WASHINGTON — If President Barack Obama wins re-election in November, Friday’s jobs report may be remembered as the turning point when he shifted from slight underdog to favorite.

(GRAPHIC: Monthly economic indicator: Trend in U.S. unemployment rate.)

“Where are the jobs?” has been the question at the heart of the Republican case against Obama. Mitt Romney’s campaign turns on the claim that his experience in the private sector taught him how to create new jobs. Obama, by contrast, has “failed” in that endeavor, he repeatedly says.

January’s growth — a net of 243,000 new jobs created, the most in nine months and almost double what most economists had forecast — undermines that argument, both Democratic and Republican strategists agreed. The problem may not be fatal for the GOP, but if the growth continues through the spring and summer, “there’s no way in the world that you can deny it helps Obama’s case,” said Whit Ayres, a Republican pollster.

The election-deciding question now is likely to be whether the economy does, in fact, sustain its current growth rate. Obama and his aides have bitter experience on that score: Both of the past two years, economic growth perked up in the winter or early spring, only to collapse again in the summer. Europe’s debt problems, rising gasoline prices and the continued loss of jobs in state and local governments, which shed a net of 14,000 positions even as the private sector expanded by 257,000, all have potential to derail the economy.

Having been burned before, the president tried to walk a careful line this time around.

“These numbers will go up and down in the coming months, and there’s still far too many Americans who need a job, or need a job that pays better than the one they have now,” he said during a speech in Virginia a few hours after the economic numbers were released. “But the economy is growing stronger. The recovery is speeding up.”

That caution is well advised, said Matt McDonald, a Republican economic strategist and adviser to John McCain in 2008.

“It took them burning their hand on the stove three times, but they have learned not to touch that stove anymore,” he said. “After so many false starts it’s just going to take a while before people believe you. You want to be a cheerleader for the economy but you don’t want to be Pollyanna.”

Even if growth continues, Obama still cannot count on a smooth road ahead. His re-election bid comes at a time of deep discontent among voters, with only one in four telling pollsters they see the country on the right track. “The country is now far too unhappy for any incumbent to be an odds-on favorite for re-election,” said GOP strategist Mike Murphy.

Moreover, voters’ opinions about Obama are sharply polarized. Across 2011, an average of 80 percent of Democrats, but only 12 percent of Republicans, approved of Obama’s job performance, according to Gallup polls.
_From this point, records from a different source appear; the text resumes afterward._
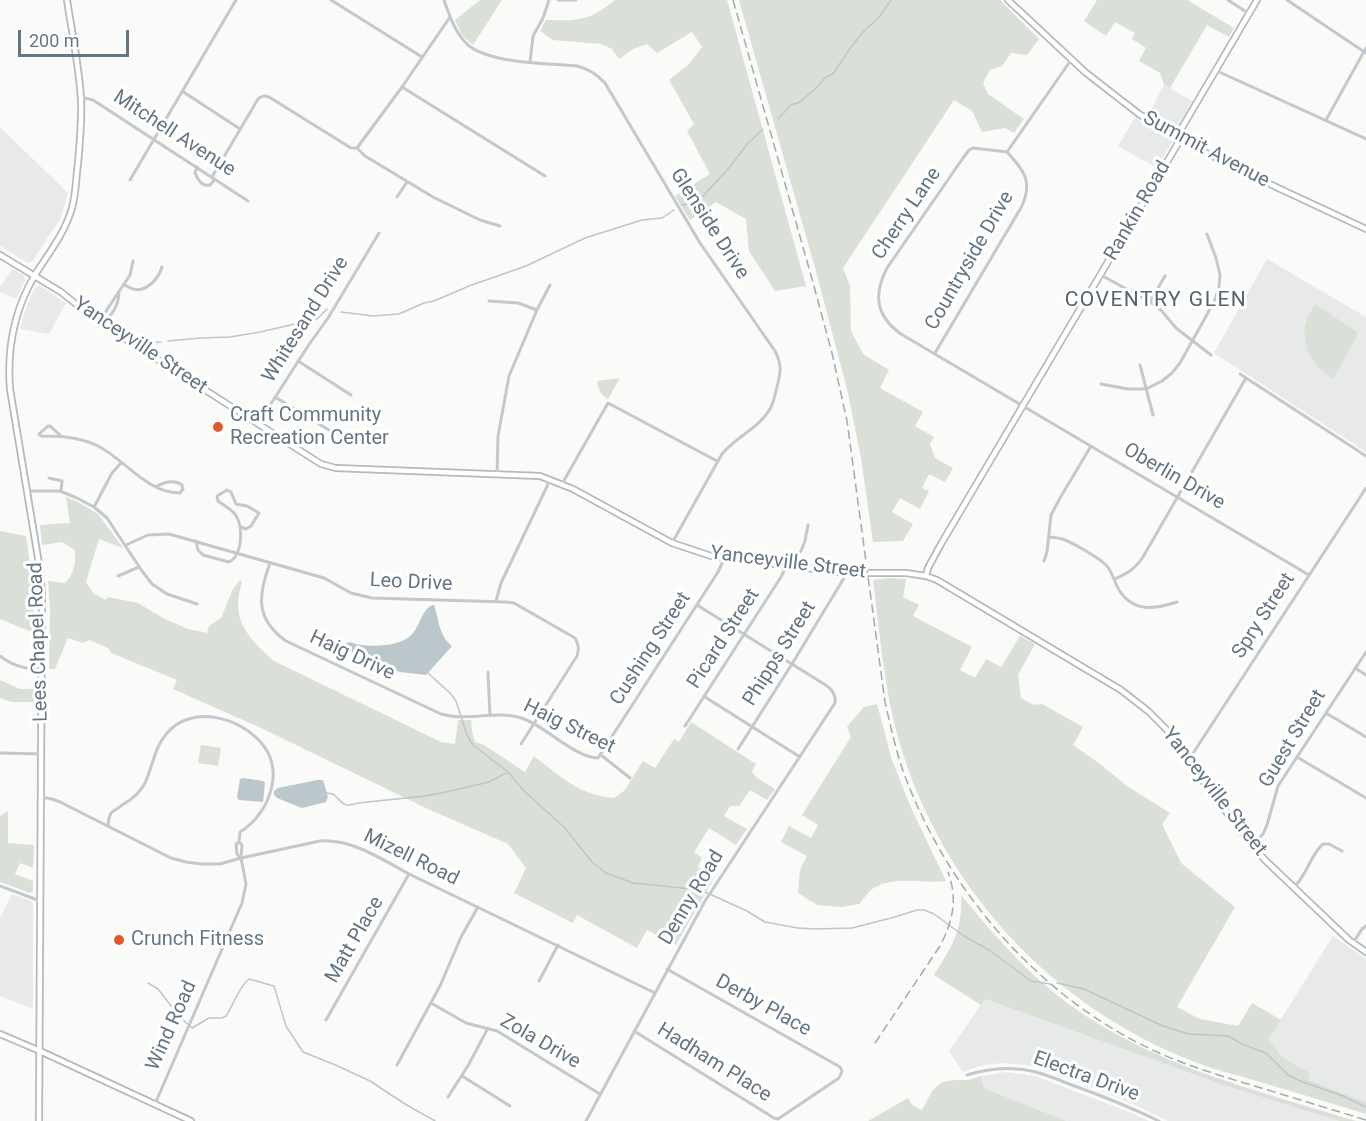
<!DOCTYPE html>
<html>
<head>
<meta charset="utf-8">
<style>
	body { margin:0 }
	#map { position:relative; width:1366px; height:1121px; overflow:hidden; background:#fafaf8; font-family:Roboto,sans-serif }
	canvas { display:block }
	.scale { position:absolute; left:18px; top:30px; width:111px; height:27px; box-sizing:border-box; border:3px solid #657683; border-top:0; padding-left:8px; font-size:18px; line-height:21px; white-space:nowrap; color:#657683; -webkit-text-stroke:4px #fff; paint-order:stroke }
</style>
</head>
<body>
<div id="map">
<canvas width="1366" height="1121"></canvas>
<div class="scale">200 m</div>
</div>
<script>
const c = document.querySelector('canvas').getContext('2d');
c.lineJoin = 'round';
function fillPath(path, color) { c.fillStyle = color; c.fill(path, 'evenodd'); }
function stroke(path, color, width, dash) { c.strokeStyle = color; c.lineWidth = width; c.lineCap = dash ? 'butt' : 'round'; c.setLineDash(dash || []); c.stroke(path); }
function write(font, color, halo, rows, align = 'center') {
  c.font = font + ' Roboto,sans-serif'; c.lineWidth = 6; c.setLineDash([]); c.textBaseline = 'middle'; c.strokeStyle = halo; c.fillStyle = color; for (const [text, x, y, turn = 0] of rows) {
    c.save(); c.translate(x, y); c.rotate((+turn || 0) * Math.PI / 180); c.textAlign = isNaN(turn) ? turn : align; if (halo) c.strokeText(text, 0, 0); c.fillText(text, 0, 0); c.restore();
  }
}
fillPath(new Path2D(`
	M1164,85L1192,101L1178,126L1174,128L1149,113Z
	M1136,116L1142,123L1171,140L1172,142L1157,168L1118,146Z
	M0,127L68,193L60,220L50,234L32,262L28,263L0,246Z
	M1267,259L1366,317V452L1214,353Z
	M12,269L23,275L25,280L16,299L0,292V287Z
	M40,286L66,303L49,334L20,329L23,317L34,289L36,287Z
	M12,894L31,901L33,904V1009L0,996V918Z
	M1333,936L1366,959V1102L1308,1080L1310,1073L1284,1058L1268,1040Z
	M985,999L1226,1086L1339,1121H1168L1137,1106L1104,1092L1046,1070L1027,1065L1002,1063L984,1065L971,1069L963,1072L949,1051Z
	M1006,1072L1035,1076L1129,1112L1149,1121H1067L984,1088L981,1076Z`), '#e8e9e9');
fillPath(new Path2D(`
	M480,0H502L473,45L462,35L455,20Z
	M615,0H727L806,286L775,291L749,251L746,219L716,202L690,220L675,196L710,174L687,131L694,124L669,80L690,63L702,47L692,32L657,53L647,44L633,49L619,59L612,49L601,44L553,40L540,31L546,20C577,21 590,21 615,0Z
	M739,0H1000L1039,39L1027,55L1011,53L1002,66L990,70L983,83L988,94L1024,119L1014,133L1005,128L982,132L972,111L954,100L843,268L850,286L851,331L863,354L889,370L880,388L923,412L915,426L934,437L930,444L935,458L953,468L945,482L929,474L922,488L929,491L920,509L900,498L892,512L913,524L903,541L873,542L861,458L848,393L817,275Z
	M1097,0H1187L1234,28L1229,37L1207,25L1170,88L1164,85L1160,73L1139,61L1146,48L1132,39L1135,33L1115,22L1106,36L1084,21Z
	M1315,304L1357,332V336L1333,379L1318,368L1307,350L1304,330L1308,316Z
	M620,378L608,399C600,394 599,391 597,381Z
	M66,497L78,502L98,514L123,548L99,539L86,582L94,594L106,600L108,597L138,603L163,618L188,629L207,633L209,626L221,618L233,589L240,580L242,582C230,619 247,637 274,661L441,742L455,744L458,720H471L472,731L475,742L484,745L525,772L534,756C561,777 579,795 614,798L625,790L643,761L655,768L674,739L679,742L691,722L756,764L752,772L756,777L775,789L767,800L750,790L739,806H730L724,816L747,829L736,845L709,828L694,852L702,858L698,867L714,878L676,945L647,930L637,948L577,915L573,923L514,893L526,868L508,844L428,809L261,728L173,689L177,680L111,653L108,648L89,640L83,643L68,638L55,669H49L50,609L48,581L65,583C74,574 76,563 75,550L62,542L42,545L40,525L70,523Z
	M0,531L26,536C31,569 34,600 34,633L0,619Z
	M890,578L906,579L903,597L919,605L913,616L972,647L960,670L975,678L986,659L1001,667L1020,636L1035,644L1018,675L1021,698L1034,705L1042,704L1083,727L1073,745L1100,764L1127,786L1170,813L1162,824L1181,863L1235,907L1177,1007L1200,1019L1238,1026L1252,1003L1281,1020L1268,1040L1284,1058L1310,1073L1308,1080L1366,1102V1114C1328,1102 1291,1091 1253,1080C1228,1073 1203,1066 1180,1056C1044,998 941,884 899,741C884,689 880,634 873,580Z
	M0,680L20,689H35L34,702H12L0,698Z
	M877,704L892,760L912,810L946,881C924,884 889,875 871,890C867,893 863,900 859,904L842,907L817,905L798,893L800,870L807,856L781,842L789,826L811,838L818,825L802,815L851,737L847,727L864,707Z
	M201,745L221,748L218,766L198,763Z
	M8,811V843L34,845L33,868L20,863L15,874L33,881V891L30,893L0,882V816Z
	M961,895C989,929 1018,963 1052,991C1140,1063 1250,1088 1356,1121H1339L1226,1086L985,999L981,1005L934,975C952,946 963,931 961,895Z
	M981,1076L984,1088L1067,1121H868L908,1098L912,1105L922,1110L932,1091L942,1082L955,1080H969Z`), '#dadfd7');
fillPath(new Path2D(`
	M432,605H434C439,620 439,636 452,646L426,675L400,672L343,648L345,644L349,642C365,648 402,648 413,633C420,625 421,611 432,605Z
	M243,778L263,781L265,783L263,802L239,800L237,797L240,779Z
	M317,780H323L328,797L326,802L302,808L277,798L274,795V791L278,788Z`), '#bbc7cb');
stroke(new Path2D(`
	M778,119L791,105L800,102L815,89L826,77L833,74L849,50L862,33L880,16L891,0
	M682,205L693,203L703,196L729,168L748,143L763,129
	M341,312L373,316L399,314L424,303L434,301L469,286L526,266L585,238L642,220L662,218L674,210
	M168,341L200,338L230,337L260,332L317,319L327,309
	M145,343L161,342
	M428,673L451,694L456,701L467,735L473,745L508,772L525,792L564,827L592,862L606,873L633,883L692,889L703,891L747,911L765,922L798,928L815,929L852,928L895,917L917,910H924L934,914L964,936L989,950L1031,981L1050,984
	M326,793L333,794C344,803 342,808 358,803L425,796L446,792L489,782L506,773
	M148,983L158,989L179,1016L192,1028L209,1018H222L226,1016C234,1004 238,988 249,979L274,986L286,1026L303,1052L338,1066L370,1081L405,1104L435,1121
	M1057,983L1084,989L1163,1026L1189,1034L1228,1036L1242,1044L1266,1053L1288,1075L1300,1081L1343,1096L1366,1107`), '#bbc7cb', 1.5);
const secondary = new Path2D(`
	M1008,0L1085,72L1139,114L1188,144L1276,187L1366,229
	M0,255L61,292L91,316L127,340L321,464L336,468L540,476L573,489L672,543L711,556L847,573H906L926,576L937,580L1121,690L1148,711L1167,730L1188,761L1240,830L1265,860L1349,940L1366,952
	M926,576L928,568L941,544L1177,145L1180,131L1257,0
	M0,1034L40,1051L191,1121
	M39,1121L42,593L40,570L10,389C7,350 14,310 35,275C48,254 65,233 72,208C76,193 76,178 78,163C80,142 82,120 81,99C79,66 72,33 67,0`);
stroke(secondary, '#b3babf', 8);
stroke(new Path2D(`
	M331,0L422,57
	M444,0C449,14 454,30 465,42C484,64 548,63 577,66C589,69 596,74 605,83L700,243L775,351C782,365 781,371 777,387C775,394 774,402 770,409C759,428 736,437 722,454L672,543
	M558,0H576
	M1228,0L1248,13
	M1287,0L1366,53
	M1071,60L1007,152L973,148L969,150L963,158L887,268C873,295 876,316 901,334L1309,575
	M530,62L533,36L543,18L549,0
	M1215,70L1366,139
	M402,87L545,176
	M182,91L240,129
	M81,97L93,100L248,201
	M1326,120L1366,48
	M357,148L365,156L433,197L480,220L500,226
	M197,167L195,173C198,180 202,187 210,185L215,179
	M212,177L258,99C262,96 264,95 269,97L351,148H357L402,87L450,17
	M130,180L236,0
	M397,197L407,182
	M1101,275L1150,302L1161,310L1176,328L1211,355
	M124,285C125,285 132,289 133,289C146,293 159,278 162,267
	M489,301L518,303L537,310
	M1150,302L1165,276
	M102,323L104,314L130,275L133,261
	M102,323C113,315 118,306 119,294
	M935,353L1022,206C1033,181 1024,171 1007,152
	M298,361L351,395
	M1140,365L1153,415
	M1240,374L1366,456
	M1101,384L1128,389H1146L1162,381L1172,373L1180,363L1215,300L1219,287L1220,275L1216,258L1207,234
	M275,397L329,430
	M258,424L308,346L328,318L379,233
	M61,436L50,426H48L39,434L41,436C60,436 78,437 96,445C124,458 146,493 180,493L183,489L182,485C175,480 165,482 157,486
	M497,474L498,436L509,376L537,310L550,285
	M49,478L62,481L61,491
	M562,484L608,403L717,461
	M27,491H60L77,498L94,507L107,518L142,571L152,584L167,594L197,604
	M94,507L112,473L121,463
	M1049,537C1053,537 1058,538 1062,539C1072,542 1099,558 1106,565C1113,572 1114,582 1119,590C1134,613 1155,609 1177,602
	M196,541L198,550L203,555L229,562C243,555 244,524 234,513C230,508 223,505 218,501L217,496L227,490L231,492L236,504L247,506L259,513L251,526L246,529L241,527
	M126,545L148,535L169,534L324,578L351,593L372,598L506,602L514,603L575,638C579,645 579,649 577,656L521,744
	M1044,561L1047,552L1051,515L1060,498L1091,446
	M270,563C258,595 255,619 286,641L441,714C469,722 498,709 524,719C548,728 574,757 598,758L718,572L724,559
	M118,576L139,567
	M1115,579C1128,573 1135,569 1143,557L1246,378
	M496,601L501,583L550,480
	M0,656C13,666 26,669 42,670
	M1355,668L1366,675
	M488,672L490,716
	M705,697L800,757
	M1326,713L1366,737
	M685,726L781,577L786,567L801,551L805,541L808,525
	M738,749L792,664L847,573
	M0,753L42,754
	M601,755L630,778
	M1297,757L1366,798
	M1188,761L1366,488
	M41,797L52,799L60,802L171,858L186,862L202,864H220L241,858L320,841C353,839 381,859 409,874L655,993
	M108,826C108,822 109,817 111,813C114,810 119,808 122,805C131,800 140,793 145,783C153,766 154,748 167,733C192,704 241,717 263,745C285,773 268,815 240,832L239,842
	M1253,845L1263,834L1267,825L1278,786L1366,652
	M0,886L40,901
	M1294,887C1308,874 1310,855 1323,844H1329L1342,851
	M1353,943L1362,929L1366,926
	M539,981L558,945
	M431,1003L466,1023L497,1031L600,1094
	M326,1020L409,874
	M634,1031L774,1118L778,1119L839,1078L842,1071L840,1067L667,969
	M397,1065L440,986L461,937L478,907
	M967,1075C983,1070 1000,1067 1017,1069C1035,1070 1052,1077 1069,1084C1100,1095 1130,1107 1159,1121
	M462,1076L510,1106
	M448,1097L469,1064L488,1028
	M155,1104L242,903L246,884L241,858L242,845L239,842L236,844L237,854L241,858
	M586,1121L705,901L835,703C836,694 832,689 824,684L697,605`), '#c3c8cc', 3);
stroke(secondary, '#fff', 4.5);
stroke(new Path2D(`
	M733,0L812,279L832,353L847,421L885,702C892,732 898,761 910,789C957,903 1046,1002 1159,1053C1191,1067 1224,1077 1258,1087C1294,1098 1330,1109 1366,1120
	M875,1043L940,946C953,921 958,899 948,872`), '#a2aab0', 1.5, [9, 4.5]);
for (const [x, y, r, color] of [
	[218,427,6,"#e4572e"],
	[119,940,6,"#e4572e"]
]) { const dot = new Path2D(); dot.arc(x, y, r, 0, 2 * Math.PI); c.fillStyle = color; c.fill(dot); stroke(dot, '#fff', 2); }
write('20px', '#657683', '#fff', [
	["Mitchell Avenue",174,134,33],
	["Summit Avenue",1206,150,28],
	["Rankin Road",1138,211,-60],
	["Cherry Lane",907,214,-56],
	["Glenside Drive",709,224,57],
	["Countryside Drive",970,261,-60],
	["Whitesand Drive",306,320,-58],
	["Yanceyville Street",140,346,34],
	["Oberlin Drive",1174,477,30],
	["Yanceyville Street",788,563,7],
	["Leo Drive",411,583,3],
	["Spry Street",1264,616,-57],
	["Picard Street",724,639,-57],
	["Lees Chapel Road",39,642,-92],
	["Cushing Street",651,649,-57],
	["Phipps Street",780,654,-58],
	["Haig Drive",352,656,25],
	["Haig Street",569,727,26],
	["Guest Street",1293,739,-59],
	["Yanceyville Street",1214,792,52],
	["Mizell Road",411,858,26],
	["Denny Road",692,898,-59],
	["Matt Place",355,940,-60],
	["Derby Place",763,1006,29],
	["Wind Road",172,1026,-66],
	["Zola Drive",540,1042,30],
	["Hadham Place",714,1063,32],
	["Electra Drive",1086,1077,20]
]);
write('20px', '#657683', '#fff', [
	["Craft Community",230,416],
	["Recreation Center",230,439],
	["Crunch Fitness",131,940]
], 'left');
c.letterSpacing = '1.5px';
write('21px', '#57646e', '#fff', [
	["COVENTRY GLEN",1156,301]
]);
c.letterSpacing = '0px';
</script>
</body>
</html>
George W. Bush’s ratings showed almost the same pattern, so that degree of partisan polarization has come to seem normal, but it was relatively rare in the 50 years before these two presidencies.

With that partisan division in place, the vast majority of voters appear to have their minds made up about Obama: About 45 percent want to re-elect him and a similar number are determined not to. A dwindling number of voters in the middle will be targets for the vast resources the two parties plan to deploy in the months to come.

January’s level of job growth does not approach the 1984 rate that powered Ronald Reagan’s “morning in America” re-election campaign. But it does compare well with the level of 1996, when Bill Clinton won his second term, and substantially exceeds 2004, when Bush beat John Kerry.

Republicans pointed to a report earlier this week from the Congressional Budget Office that forecast a slowing economy and rising unemployment this year. And they previewed the counter-argument on which they’ll rely if the jobs news continues to be good: “This president has not helped the process. He’s hurt it,” Romney told reporters in Sparks, Nev., after the jobs numbers were released. “We can do better.”

As Democrats were quick to point out, however, Republicans who insisted Obama take the blame for a poor economy may have a hard time persuading the public to deny him credit for an improving one.

They have little choice, however. Some Republicans, including ones associated with Romney’s conservative rivals, have suggested going after Obama on a wider range of issues. But “jobs are the crux of the campaign,” said Linda DiVall, a Republican strategist. Particularly among voters in the middle, “there’s nothing to suggest that other issues are replacing it.”

So far, those voters still feel considerable anxiety, and after months of slow growth last year, one or two good job reports won’t be enough to change their minds, DiVall said. “It generally takes three quarters of economic growth for people to feel that things are turning around,” she added. That’s just about the time Obama has between now and Election Day.